[What to work on]
Find the lines holding the string "coordinates" in the data, then copy all of them.

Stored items

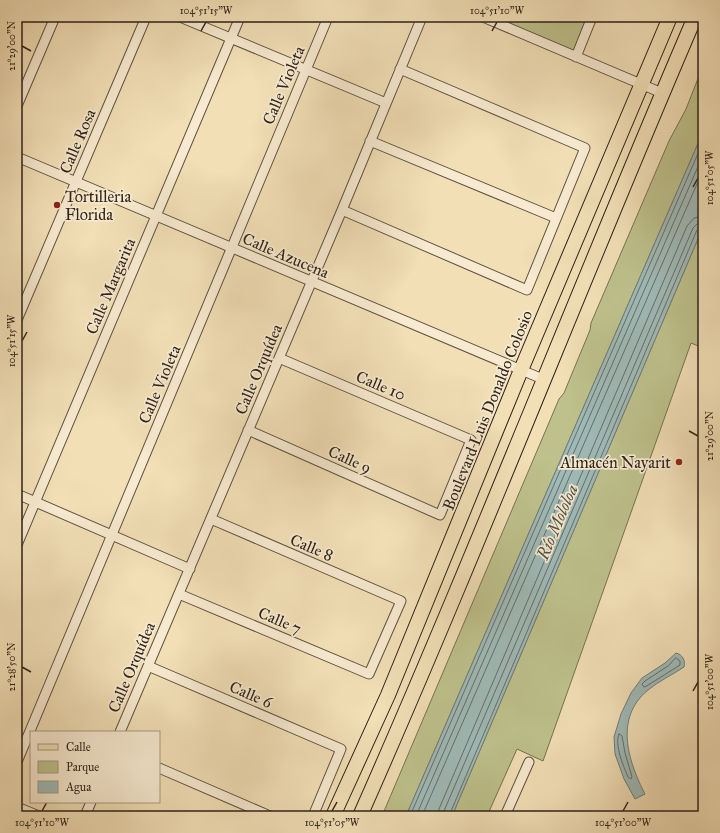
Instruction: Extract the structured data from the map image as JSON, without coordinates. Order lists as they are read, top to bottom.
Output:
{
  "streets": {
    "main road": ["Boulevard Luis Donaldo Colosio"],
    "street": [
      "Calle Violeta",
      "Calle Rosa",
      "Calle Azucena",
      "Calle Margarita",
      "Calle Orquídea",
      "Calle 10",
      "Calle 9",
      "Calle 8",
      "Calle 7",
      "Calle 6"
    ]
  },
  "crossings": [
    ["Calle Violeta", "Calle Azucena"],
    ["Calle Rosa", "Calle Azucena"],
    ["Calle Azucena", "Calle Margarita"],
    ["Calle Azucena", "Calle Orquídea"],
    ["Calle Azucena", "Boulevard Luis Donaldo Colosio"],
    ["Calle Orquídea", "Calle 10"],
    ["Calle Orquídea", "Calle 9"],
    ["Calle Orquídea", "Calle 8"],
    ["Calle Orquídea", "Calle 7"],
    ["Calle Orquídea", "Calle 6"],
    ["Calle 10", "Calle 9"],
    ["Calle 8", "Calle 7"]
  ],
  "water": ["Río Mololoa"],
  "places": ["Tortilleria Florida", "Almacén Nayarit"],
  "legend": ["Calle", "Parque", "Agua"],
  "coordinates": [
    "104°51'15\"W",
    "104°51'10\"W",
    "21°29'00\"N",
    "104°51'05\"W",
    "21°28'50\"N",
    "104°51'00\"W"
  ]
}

[Exercise solution]
Instruction: Extract the structured data from the map image as JSON, without coordinates. Order lists as they are read, top to bottom.
  "coordinates": [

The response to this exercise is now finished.